═══ STUDY MATERIAL

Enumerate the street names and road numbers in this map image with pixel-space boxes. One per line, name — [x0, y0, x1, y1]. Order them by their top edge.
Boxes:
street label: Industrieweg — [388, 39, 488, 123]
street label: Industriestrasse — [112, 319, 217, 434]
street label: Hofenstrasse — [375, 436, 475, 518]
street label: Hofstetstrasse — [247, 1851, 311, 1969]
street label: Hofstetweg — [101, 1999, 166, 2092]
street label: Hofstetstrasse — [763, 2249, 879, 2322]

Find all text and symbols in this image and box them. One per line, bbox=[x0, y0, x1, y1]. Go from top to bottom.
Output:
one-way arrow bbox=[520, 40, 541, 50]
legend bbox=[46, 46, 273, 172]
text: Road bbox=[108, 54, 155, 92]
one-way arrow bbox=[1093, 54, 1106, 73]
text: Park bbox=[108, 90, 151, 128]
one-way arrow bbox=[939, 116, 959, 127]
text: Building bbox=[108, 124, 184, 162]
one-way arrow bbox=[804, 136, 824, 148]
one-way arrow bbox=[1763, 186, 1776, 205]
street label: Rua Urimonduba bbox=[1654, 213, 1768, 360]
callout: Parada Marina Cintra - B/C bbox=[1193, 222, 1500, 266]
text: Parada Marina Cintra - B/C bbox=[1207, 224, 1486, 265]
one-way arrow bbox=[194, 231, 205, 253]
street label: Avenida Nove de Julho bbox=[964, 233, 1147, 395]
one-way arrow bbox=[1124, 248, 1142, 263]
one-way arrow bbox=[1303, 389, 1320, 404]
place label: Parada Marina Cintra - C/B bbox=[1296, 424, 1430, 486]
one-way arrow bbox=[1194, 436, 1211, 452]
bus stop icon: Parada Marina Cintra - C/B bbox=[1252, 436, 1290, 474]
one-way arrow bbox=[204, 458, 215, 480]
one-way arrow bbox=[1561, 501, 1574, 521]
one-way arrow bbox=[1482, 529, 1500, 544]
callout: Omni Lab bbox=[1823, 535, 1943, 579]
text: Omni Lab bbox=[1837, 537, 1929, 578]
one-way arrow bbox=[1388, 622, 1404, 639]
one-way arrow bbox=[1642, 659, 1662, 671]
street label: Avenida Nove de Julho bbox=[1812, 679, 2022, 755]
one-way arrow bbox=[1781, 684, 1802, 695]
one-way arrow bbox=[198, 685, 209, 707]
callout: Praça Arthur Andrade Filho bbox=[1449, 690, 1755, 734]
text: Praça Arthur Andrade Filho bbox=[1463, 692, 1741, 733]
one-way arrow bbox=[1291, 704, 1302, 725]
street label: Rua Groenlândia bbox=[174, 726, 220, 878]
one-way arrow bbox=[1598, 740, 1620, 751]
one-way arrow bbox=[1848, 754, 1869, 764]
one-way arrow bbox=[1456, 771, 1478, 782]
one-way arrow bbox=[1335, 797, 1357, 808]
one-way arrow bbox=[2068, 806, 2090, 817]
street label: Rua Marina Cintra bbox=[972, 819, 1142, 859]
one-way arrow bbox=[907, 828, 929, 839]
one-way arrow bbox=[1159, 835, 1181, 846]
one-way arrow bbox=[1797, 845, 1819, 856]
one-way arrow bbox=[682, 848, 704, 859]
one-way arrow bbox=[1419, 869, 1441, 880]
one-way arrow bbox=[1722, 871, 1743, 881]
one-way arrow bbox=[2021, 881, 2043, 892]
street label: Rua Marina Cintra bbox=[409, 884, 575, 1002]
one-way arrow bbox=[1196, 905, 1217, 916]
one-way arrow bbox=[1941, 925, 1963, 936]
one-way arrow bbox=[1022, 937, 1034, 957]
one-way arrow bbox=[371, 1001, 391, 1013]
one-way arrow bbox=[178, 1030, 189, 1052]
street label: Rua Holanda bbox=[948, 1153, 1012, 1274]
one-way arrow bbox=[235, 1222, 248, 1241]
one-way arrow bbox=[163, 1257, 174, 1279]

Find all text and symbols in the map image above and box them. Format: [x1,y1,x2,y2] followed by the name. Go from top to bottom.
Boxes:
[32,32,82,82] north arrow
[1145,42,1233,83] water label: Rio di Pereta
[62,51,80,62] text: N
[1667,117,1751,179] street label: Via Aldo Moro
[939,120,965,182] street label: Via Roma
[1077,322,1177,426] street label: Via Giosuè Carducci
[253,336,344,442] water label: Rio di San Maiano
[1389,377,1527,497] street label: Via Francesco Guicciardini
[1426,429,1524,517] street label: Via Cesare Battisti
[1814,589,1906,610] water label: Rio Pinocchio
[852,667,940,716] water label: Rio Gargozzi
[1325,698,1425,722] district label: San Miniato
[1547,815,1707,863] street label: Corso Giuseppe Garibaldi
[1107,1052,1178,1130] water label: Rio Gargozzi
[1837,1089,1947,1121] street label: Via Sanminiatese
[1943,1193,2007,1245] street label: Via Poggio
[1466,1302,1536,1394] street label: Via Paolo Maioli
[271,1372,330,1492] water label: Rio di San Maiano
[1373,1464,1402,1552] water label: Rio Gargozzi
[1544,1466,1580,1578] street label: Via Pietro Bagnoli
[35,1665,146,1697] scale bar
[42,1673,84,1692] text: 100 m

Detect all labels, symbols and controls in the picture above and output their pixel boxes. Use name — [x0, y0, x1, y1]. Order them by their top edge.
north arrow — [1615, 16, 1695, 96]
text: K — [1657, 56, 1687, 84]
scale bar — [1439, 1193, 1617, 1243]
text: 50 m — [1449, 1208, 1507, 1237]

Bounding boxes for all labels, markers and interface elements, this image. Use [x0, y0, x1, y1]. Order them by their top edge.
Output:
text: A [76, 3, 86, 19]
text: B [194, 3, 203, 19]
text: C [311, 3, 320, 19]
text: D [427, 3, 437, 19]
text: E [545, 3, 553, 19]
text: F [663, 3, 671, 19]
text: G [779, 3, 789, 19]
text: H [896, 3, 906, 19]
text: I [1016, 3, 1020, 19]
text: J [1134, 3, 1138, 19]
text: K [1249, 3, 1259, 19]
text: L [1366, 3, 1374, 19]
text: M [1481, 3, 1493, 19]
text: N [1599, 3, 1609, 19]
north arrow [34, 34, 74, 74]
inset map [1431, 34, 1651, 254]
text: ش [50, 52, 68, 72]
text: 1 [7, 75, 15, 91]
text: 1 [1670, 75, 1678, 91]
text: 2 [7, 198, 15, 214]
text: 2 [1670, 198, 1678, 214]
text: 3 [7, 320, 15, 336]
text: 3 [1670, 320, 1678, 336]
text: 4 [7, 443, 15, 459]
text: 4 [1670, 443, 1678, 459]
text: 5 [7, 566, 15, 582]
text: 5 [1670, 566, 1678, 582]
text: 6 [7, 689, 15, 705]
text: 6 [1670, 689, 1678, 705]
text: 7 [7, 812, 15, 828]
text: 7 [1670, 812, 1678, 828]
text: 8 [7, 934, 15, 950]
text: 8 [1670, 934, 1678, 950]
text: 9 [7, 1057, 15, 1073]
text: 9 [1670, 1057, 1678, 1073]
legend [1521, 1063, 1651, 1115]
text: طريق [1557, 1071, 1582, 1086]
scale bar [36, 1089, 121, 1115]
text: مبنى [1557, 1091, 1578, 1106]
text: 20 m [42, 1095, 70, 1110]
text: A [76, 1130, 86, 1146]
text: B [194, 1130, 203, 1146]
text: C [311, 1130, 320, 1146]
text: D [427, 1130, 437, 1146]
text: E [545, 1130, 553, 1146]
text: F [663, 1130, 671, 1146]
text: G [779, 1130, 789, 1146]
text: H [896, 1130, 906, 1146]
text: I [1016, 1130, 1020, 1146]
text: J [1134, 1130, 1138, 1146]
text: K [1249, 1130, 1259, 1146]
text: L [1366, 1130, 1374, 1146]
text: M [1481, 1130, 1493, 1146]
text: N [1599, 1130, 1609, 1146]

══════

◆ WHAT TO PRODUCE ◆
Retype all of the material, keeping each line exact.

◆ REPLY TO THE TASK ◆
Enumerate the street names and road numbers in this map image with pixel-space boxes. One per line, name — [x0, y0, x1, y1]. Order them by their top edge.
Boxes:
street label: Industrieweg — [388, 39, 488, 123]
street label: Industriestrasse — [112, 319, 217, 434]
street label: Hofenstrasse — [375, 436, 475, 518]
street label: Hofstetstrasse — [247, 1851, 311, 1969]
street label: Hofstetweg — [101, 1999, 166, 2092]
street label: Hofstetstrasse — [763, 2249, 879, 2322]

Find all text and symbols in this image and box them. One per line, bbox=[x0, y0, x1, y1]. Go from top to bottom.
Output:
one-way arrow bbox=[520, 40, 541, 50]
legend bbox=[46, 46, 273, 172]
text: Road bbox=[108, 54, 155, 92]
one-way arrow bbox=[1093, 54, 1106, 73]
text: Park bbox=[108, 90, 151, 128]
one-way arrow bbox=[939, 116, 959, 127]
text: Building bbox=[108, 124, 184, 162]
one-way arrow bbox=[804, 136, 824, 148]
one-way arrow bbox=[1763, 186, 1776, 205]
street label: Rua Urimonduba bbox=[1654, 213, 1768, 360]
callout: Parada Marina Cintra - B/C bbox=[1193, 222, 1500, 266]
text: Parada Marina Cintra - B/C bbox=[1207, 224, 1486, 265]
one-way arrow bbox=[194, 231, 205, 253]
street label: Avenida Nove de Julho bbox=[964, 233, 1147, 395]
one-way arrow bbox=[1124, 248, 1142, 263]
one-way arrow bbox=[1303, 389, 1320, 404]
place label: Parada Marina Cintra - C/B bbox=[1296, 424, 1430, 486]
one-way arrow bbox=[1194, 436, 1211, 452]
bus stop icon: Parada Marina Cintra - C/B bbox=[1252, 436, 1290, 474]
one-way arrow bbox=[204, 458, 215, 480]
one-way arrow bbox=[1561, 501, 1574, 521]
one-way arrow bbox=[1482, 529, 1500, 544]
callout: Omni Lab bbox=[1823, 535, 1943, 579]
text: Omni Lab bbox=[1837, 537, 1929, 578]
one-way arrow bbox=[1388, 622, 1404, 639]
one-way arrow bbox=[1642, 659, 1662, 671]
street label: Avenida Nove de Julho bbox=[1812, 679, 2022, 755]
one-way arrow bbox=[1781, 684, 1802, 695]
one-way arrow bbox=[198, 685, 209, 707]
callout: Praça Arthur Andrade Filho bbox=[1449, 690, 1755, 734]
text: Praça Arthur Andrade Filho bbox=[1463, 692, 1741, 733]
one-way arrow bbox=[1291, 704, 1302, 725]
street label: Rua Groenlândia bbox=[174, 726, 220, 878]
one-way arrow bbox=[1598, 740, 1620, 751]
one-way arrow bbox=[1848, 754, 1869, 764]
one-way arrow bbox=[1456, 771, 1478, 782]
one-way arrow bbox=[1335, 797, 1357, 808]
one-way arrow bbox=[2068, 806, 2090, 817]
street label: Rua Marina Cintra bbox=[972, 819, 1142, 859]
one-way arrow bbox=[907, 828, 929, 839]
one-way arrow bbox=[1159, 835, 1181, 846]
one-way arrow bbox=[1797, 845, 1819, 856]
one-way arrow bbox=[682, 848, 704, 859]
one-way arrow bbox=[1419, 869, 1441, 880]
one-way arrow bbox=[1722, 871, 1743, 881]
one-way arrow bbox=[2021, 881, 2043, 892]
street label: Rua Marina Cintra bbox=[409, 884, 575, 1002]
one-way arrow bbox=[1196, 905, 1217, 916]
one-way arrow bbox=[1941, 925, 1963, 936]
one-way arrow bbox=[1022, 937, 1034, 957]
one-way arrow bbox=[371, 1001, 391, 1013]
one-way arrow bbox=[178, 1030, 189, 1052]
street label: Rua Holanda bbox=[948, 1153, 1012, 1274]
one-way arrow bbox=[235, 1222, 248, 1241]
one-way arrow bbox=[163, 1257, 174, 1279]

Find all text and symbols in the map image above and box them. Format: [x1,y1,x2,y2] followed by the name. Go from top to bottom.
Boxes:
[32,32,82,82] north arrow
[1145,42,1233,83] water label: Rio di Pereta
[62,51,80,62] text: N
[1667,117,1751,179] street label: Via Aldo Moro
[939,120,965,182] street label: Via Roma
[1077,322,1177,426] street label: Via Giosuè Carducci
[253,336,344,442] water label: Rio di San Maiano
[1389,377,1527,497] street label: Via Francesco Guicciardini
[1426,429,1524,517] street label: Via Cesare Battisti
[1814,589,1906,610] water label: Rio Pinocchio
[852,667,940,716] water label: Rio Gargozzi
[1325,698,1425,722] district label: San Miniato
[1547,815,1707,863] street label: Corso Giuseppe Garibaldi
[1107,1052,1178,1130] water label: Rio Gargozzi
[1837,1089,1947,1121] street label: Via Sanminiatese
[1943,1193,2007,1245] street label: Via Poggio
[1466,1302,1536,1394] street label: Via Paolo Maioli
[271,1372,330,1492] water label: Rio di San Maiano
[1373,1464,1402,1552] water label: Rio Gargozzi
[1544,1466,1580,1578] street label: Via Pietro Bagnoli
[35,1665,146,1697] scale bar
[42,1673,84,1692] text: 100 m

Detect all labels, symbols and controls in the picture above and output their pixel boxes. Use name — [x0, y0, x1, y1]. Order them by their top edge.
north arrow — [1615, 16, 1695, 96]
text: K — [1657, 56, 1687, 84]
scale bar — [1439, 1193, 1617, 1243]
text: 50 m — [1449, 1208, 1507, 1237]

Bounding boxes for all labels, markers and interface elements, this image. Use [x0, y0, x1, y1]. Order them by their top edge.
Output:
text: A [76, 3, 86, 19]
text: B [194, 3, 203, 19]
text: C [311, 3, 320, 19]
text: D [427, 3, 437, 19]
text: E [545, 3, 553, 19]
text: F [663, 3, 671, 19]
text: G [779, 3, 789, 19]
text: H [896, 3, 906, 19]
text: I [1016, 3, 1020, 19]
text: J [1134, 3, 1138, 19]
text: K [1249, 3, 1259, 19]
text: L [1366, 3, 1374, 19]
text: M [1481, 3, 1493, 19]
text: N [1599, 3, 1609, 19]
north arrow [34, 34, 74, 74]
inset map [1431, 34, 1651, 254]
text: ش [50, 52, 68, 72]
text: 1 [7, 75, 15, 91]
text: 1 [1670, 75, 1678, 91]
text: 2 [7, 198, 15, 214]
text: 2 [1670, 198, 1678, 214]
text: 3 [7, 320, 15, 336]
text: 3 [1670, 320, 1678, 336]
text: 4 [7, 443, 15, 459]
text: 4 [1670, 443, 1678, 459]
text: 5 [7, 566, 15, 582]
text: 5 [1670, 566, 1678, 582]
text: 6 [7, 689, 15, 705]
text: 6 [1670, 689, 1678, 705]
text: 7 [7, 812, 15, 828]
text: 7 [1670, 812, 1678, 828]
text: 8 [7, 934, 15, 950]
text: 8 [1670, 934, 1678, 950]
text: 9 [7, 1057, 15, 1073]
text: 9 [1670, 1057, 1678, 1073]
legend [1521, 1063, 1651, 1115]
text: طريق [1557, 1071, 1582, 1086]
scale bar [36, 1089, 121, 1115]
text: مبنى [1557, 1091, 1578, 1106]
text: 20 m [42, 1095, 70, 1110]
text: A [76, 1130, 86, 1146]
text: B [194, 1130, 203, 1146]
text: C [311, 1130, 320, 1146]
text: D [427, 1130, 437, 1146]
text: E [545, 1130, 553, 1146]
text: F [663, 1130, 671, 1146]
text: G [779, 1130, 789, 1146]
text: H [896, 1130, 906, 1146]
text: I [1016, 1130, 1020, 1146]
text: J [1134, 1130, 1138, 1146]
text: K [1249, 1130, 1259, 1146]
text: L [1366, 1130, 1374, 1146]
text: M [1481, 1130, 1493, 1146]
text: N [1599, 1130, 1609, 1146]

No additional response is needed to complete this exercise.